(Stored items from a collection)
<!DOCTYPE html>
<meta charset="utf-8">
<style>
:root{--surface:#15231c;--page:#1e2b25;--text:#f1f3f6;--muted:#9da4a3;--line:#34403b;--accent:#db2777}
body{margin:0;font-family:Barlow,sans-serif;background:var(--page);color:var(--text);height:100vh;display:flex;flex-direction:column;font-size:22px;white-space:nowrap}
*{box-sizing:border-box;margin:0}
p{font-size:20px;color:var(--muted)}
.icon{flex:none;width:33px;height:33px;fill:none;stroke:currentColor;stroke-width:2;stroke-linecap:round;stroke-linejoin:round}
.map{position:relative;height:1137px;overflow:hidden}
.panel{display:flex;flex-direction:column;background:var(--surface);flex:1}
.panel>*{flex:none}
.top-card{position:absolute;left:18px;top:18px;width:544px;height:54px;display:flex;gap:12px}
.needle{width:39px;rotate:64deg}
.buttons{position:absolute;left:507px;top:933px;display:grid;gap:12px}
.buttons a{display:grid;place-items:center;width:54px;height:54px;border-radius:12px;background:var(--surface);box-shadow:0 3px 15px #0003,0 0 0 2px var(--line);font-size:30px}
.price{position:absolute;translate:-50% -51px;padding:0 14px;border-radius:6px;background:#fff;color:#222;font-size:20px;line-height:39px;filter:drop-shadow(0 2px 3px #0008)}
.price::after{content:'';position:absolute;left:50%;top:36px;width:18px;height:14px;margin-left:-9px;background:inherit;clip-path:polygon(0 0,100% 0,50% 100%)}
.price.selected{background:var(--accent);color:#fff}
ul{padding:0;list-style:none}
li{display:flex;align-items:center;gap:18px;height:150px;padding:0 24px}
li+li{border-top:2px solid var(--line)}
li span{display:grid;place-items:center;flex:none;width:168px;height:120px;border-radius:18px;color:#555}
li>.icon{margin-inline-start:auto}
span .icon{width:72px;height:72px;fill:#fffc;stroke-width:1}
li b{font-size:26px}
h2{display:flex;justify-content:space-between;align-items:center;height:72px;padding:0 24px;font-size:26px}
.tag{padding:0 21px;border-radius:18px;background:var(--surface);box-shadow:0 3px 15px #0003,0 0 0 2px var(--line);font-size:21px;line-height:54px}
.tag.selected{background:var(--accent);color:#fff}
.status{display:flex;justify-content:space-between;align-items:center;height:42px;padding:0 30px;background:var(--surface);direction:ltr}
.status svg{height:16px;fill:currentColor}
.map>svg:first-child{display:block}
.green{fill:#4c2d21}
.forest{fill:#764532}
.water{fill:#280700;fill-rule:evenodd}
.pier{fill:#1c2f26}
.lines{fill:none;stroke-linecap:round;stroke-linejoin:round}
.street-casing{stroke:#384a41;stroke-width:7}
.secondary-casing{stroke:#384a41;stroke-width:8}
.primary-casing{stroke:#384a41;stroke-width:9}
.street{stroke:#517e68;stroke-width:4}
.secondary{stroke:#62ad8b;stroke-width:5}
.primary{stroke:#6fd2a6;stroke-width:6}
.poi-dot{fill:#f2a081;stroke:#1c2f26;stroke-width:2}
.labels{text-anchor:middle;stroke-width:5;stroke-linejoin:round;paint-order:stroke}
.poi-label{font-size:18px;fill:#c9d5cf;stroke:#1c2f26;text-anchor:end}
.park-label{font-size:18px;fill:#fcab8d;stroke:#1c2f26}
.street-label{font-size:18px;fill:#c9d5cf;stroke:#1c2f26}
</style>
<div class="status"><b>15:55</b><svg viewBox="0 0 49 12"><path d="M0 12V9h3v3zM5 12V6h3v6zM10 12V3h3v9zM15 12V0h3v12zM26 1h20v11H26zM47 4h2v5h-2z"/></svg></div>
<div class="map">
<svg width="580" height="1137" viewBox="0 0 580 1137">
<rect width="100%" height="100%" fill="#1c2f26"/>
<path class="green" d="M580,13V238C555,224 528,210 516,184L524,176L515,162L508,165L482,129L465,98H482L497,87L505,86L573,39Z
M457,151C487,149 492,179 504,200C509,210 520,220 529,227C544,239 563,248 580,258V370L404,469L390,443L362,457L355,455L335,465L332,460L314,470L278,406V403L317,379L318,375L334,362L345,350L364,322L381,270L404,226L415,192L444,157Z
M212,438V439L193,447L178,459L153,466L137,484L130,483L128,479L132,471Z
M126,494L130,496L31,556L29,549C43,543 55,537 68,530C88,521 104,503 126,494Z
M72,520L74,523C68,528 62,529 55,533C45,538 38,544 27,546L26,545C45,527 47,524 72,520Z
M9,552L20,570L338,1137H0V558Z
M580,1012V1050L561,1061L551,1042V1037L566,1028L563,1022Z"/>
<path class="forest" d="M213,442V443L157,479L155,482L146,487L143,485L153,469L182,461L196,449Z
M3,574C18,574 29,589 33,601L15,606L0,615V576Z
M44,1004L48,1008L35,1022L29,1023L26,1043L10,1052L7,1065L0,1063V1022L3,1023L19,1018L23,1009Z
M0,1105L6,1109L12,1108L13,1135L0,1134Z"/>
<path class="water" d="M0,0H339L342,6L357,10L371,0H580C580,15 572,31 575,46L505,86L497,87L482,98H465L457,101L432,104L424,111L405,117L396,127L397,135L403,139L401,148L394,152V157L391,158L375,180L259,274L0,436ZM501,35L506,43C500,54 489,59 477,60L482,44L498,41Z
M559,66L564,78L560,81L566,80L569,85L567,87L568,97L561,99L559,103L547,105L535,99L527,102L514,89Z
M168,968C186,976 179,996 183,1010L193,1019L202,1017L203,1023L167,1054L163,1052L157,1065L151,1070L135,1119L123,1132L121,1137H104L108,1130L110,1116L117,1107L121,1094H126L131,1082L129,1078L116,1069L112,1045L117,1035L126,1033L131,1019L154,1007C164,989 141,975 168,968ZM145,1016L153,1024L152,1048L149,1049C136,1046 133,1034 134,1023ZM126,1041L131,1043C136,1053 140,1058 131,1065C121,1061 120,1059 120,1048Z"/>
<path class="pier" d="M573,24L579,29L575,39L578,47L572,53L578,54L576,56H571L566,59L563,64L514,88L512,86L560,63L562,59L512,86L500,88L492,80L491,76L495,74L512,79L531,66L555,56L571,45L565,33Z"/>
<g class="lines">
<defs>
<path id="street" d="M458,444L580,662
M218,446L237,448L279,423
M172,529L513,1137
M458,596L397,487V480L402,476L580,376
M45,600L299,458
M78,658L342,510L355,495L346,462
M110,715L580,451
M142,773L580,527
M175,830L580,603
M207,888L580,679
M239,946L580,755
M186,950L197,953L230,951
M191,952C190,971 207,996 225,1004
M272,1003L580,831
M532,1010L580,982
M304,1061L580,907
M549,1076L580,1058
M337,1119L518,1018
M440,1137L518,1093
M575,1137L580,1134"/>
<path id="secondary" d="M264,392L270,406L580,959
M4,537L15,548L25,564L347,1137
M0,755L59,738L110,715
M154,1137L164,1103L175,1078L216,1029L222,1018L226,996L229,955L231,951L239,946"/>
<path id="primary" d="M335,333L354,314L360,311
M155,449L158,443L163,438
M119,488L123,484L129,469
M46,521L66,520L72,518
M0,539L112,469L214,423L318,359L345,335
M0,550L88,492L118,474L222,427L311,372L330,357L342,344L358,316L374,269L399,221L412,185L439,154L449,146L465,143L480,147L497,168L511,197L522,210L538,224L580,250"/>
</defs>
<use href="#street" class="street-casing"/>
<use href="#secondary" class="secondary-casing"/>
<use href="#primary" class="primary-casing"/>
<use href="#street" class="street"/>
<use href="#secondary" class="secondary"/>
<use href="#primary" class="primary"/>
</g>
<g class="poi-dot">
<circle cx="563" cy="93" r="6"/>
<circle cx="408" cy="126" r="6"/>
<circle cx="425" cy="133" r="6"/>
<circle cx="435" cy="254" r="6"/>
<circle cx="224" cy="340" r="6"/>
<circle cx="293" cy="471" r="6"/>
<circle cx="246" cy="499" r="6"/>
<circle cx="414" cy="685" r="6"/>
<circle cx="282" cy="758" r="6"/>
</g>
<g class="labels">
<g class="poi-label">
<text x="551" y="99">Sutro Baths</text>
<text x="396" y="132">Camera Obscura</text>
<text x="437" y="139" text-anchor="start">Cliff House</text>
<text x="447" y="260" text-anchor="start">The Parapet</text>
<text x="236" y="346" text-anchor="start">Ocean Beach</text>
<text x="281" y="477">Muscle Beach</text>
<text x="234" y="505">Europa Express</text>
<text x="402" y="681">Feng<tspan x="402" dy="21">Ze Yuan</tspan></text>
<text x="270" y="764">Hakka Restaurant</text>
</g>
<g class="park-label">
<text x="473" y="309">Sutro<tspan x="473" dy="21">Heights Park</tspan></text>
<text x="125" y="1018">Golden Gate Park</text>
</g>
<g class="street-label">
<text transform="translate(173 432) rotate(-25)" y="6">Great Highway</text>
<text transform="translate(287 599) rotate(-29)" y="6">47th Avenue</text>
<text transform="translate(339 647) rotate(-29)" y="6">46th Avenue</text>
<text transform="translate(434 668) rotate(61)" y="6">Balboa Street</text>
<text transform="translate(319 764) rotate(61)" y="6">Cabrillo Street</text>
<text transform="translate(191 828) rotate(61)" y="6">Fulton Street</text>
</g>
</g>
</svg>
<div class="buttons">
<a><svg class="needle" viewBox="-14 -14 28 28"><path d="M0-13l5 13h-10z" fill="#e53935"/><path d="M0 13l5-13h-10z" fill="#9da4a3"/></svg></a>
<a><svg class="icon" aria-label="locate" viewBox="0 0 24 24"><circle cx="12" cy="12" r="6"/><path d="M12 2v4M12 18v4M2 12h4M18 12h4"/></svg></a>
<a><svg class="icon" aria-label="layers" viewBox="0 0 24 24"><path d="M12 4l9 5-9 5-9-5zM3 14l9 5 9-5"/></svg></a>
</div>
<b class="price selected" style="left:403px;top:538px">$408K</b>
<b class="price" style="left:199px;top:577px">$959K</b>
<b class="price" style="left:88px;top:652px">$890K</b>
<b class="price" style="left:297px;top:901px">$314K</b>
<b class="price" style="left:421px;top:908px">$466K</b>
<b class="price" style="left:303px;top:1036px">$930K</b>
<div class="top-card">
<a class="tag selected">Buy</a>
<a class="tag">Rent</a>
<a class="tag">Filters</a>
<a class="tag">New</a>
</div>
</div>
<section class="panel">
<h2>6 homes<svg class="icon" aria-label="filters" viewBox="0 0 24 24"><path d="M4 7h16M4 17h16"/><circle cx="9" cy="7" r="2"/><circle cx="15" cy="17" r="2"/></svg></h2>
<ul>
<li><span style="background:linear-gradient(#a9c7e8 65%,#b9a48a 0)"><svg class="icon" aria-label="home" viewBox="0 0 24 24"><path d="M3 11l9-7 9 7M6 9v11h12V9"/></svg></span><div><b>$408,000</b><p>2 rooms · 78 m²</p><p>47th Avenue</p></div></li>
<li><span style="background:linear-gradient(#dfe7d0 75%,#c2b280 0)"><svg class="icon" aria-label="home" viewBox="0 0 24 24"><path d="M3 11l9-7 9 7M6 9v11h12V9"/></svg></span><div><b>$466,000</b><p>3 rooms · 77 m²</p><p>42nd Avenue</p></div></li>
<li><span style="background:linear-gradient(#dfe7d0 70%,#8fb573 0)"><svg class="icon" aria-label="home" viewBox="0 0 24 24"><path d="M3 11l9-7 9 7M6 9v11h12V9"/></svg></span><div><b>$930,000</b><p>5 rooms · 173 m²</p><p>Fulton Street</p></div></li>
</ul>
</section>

* **Activity**
Every line of the data above that includes "absolute" should be listed.

* **Result below**
.top-card{position:absolute;left:18px;top:18px;width:544px;height:54px;display:flex;gap:12px}
.buttons{position:absolute;left:507px;top:933px;display:grid;gap:12px}
.price{position:absolute;translate:-50% -51px;padding:0 14px;border-radius:6px;background:#fff;color:#222;font-size:20px;line-height:39px;filter:drop-shadow(0 2px 3px #0008)}
.price::after{content:'';position:absolute;left:50%;top:36px;width:18px;height:14px;margin-left:-9px;background:inherit;clip-path:polygon(0 0,100% 0,50% 100%)}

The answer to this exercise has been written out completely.